Exercise brief:
Pull each line containing "setLineDash" out of the listing below.

Data provided:
########
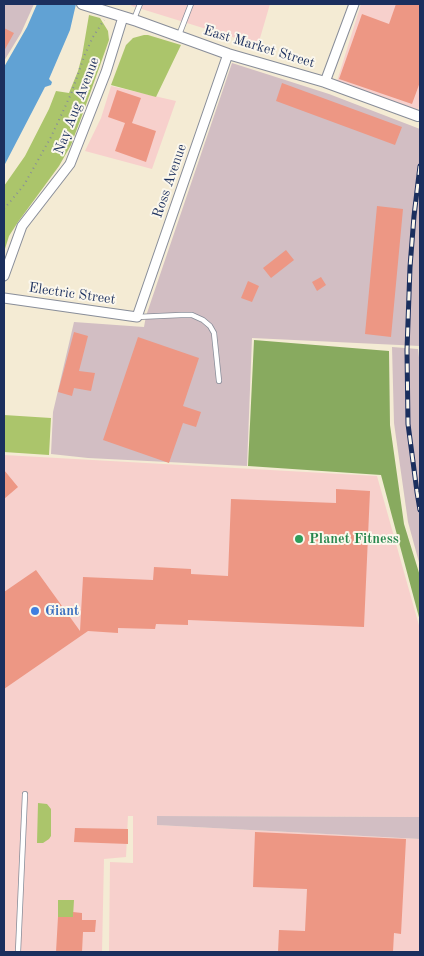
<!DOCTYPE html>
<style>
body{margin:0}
#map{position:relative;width:424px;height:956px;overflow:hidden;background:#f4ebd4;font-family:"Old Standard TT",serif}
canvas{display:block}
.frame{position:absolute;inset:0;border:5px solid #1b2f5e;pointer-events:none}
</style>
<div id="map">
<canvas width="424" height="956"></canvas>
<div class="frame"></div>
</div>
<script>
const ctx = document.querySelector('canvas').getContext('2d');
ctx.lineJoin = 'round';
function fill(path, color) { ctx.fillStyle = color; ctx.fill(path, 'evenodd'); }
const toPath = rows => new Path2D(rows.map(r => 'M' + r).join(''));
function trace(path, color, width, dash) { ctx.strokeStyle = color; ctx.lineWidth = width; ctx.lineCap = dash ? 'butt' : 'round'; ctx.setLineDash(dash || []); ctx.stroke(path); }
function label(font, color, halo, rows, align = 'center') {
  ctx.font = font + ' "Old Standard TT",serif'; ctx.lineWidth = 4; ctx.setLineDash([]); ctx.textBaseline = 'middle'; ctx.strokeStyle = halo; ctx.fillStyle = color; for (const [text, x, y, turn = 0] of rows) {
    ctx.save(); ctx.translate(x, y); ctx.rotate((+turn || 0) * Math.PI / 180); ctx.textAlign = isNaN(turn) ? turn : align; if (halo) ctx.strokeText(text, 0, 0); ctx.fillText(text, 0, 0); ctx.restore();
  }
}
fill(toPath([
 [129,4,270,4,258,45,132,6],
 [361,4,420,4,420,101,418,110,337,81],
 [111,86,176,101,152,169,85,151,101,118],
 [4,455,377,476,420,629,420,817,158,816,158,825,420,839,420,952,109,952,110,862,133,863,133,816,128,816,126,857,104,859,102,952,4,952]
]), '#f7d0cc');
fill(toPath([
 [4,4,34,4,21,33,4,61],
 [232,63,329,94,420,129,420,346,252,338,247,466,88,458,51,454,53,412,74,322,144,327,146,316],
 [392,347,418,349,420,366,420,566,408,522,394,423],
 [157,816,420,817,420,839,157,825]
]), '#d2bec3');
fill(toPath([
 [89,15,100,18,108,31,109,40,87,102,71,145,59,166,18,222,9,236,4,252,4,186,25,156,49,109,56,91,69,93,78,71,82,56],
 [144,35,148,35,181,45,156,97,111,85,126,45,133,38],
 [4,415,51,418,49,455,4,452],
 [38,803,47,804,51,809,51,836,49,839,43,843,37,843],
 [58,900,74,900,73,917,58,917]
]), '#abc56b');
fill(toPath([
 [254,340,389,351,390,425,404,524,420,576,420,621,381,475,248,466]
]), '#88aa5f');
fill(toPath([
 [37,4,76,4,70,30,49,79,52,82,51,85,45,87,4,166,4,67,27,27]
]), '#61a2d4');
fill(toPath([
 [396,4,420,4,420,82,412,104,339,79,362,14,389,24],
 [4,28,14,33,4,51],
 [282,83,402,127,395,145,276,101],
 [117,90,141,98,132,123,156,131,146,162,115,151,125,123,108,117],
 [377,206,403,209,391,337,365,334],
 [286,250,294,260,271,278,263,268],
 [321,277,326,285,317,291,312,282],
 [248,281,259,286,252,302,241,298],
 [74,332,88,336,79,371,95,373,91,391,74,388,72,396,58,392],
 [138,337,199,358,183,406,201,412,196,427,183,423,169,463,103,440],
 [4,470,18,487,4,499],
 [336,489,370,491,364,627,188,620,188,625,156,624,155,629,118,628,118,633,88,631,4,689,4,592,36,570,80,631,83,577,153,580,154,567,191,569,191,574,228,576,231,499,336,503],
 [75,828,128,829,128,844,74,842],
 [255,832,406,839,401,934,394,933,393,952,278,952,279,930,305,931,307,889,253,887],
 [73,912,82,913,82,920,96,920,95,932,83,932,82,952,56,952,58,917,73,917]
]), '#ed9784');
const service = toPath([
 [134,19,140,4],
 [179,35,191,4],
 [137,317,181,315,192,315,203,320,210,326,214,333,219,381],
 [18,952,25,794]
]);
const minor = toPath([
 [325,82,354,4],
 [4,276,22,226,70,164,106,72,123,17],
 [4,298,137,317,228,54]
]);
const tertiary = toPath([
 [82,4,137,21,228,54,325,82,418,116]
]);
trace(service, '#888d99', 6);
trace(minor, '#888d99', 11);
trace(tertiary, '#888d99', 12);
trace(toPath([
 [4,209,24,185,51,137,71,94,85,54,93,37,104,20]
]), '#888d99', 2, [1, 4]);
trace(service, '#fff', 4.5);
trace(minor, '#fff', 9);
trace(tertiary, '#fff', 10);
const rail = toPath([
 [420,166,414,216,410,267,407,350,408,424,417,492,420,510]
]);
trace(rail, '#1b2f5e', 5);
trace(rail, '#fbf7ec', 3, [9]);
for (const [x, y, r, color] of [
 [299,539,5,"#2e9e5b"],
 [35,611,5,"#3f7fe0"]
]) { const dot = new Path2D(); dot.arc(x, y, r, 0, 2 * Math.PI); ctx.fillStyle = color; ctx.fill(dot); trace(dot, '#fbf7ec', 2); }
label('14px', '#1b2f5e', '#fbf7ec', [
 ["East Market Street",259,47,17],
 ["Nay Aug Avenue",77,106,-69],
 ["Ross Avenue",170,181,-71],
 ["Electric Street",72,294,8]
]);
label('bold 14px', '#27864d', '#fbf7ec', [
 ["Planet Fitness",309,539]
], 'left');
label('bold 14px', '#366cbe', '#fbf7ec', [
 ["Giant",45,611]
], 'left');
</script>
########
Response to this task:
function trace(path, color, width, dash) { ctx.strokeStyle = color; ctx.lineWidth = width; ctx.lineCap = dash ? 'butt' : 'round'; ctx.setLineDash(dash || []); ctx.stroke(path); }
  ctx.font = font + ' "Old Standard TT",serif'; ctx.lineWidth = 4; ctx.setLineDash([]); ctx.textBaseline = 'middle'; ctx.strokeStyle = halo; ctx.fillStyle = color; for (const [text, x, y, turn = 0] of rows) {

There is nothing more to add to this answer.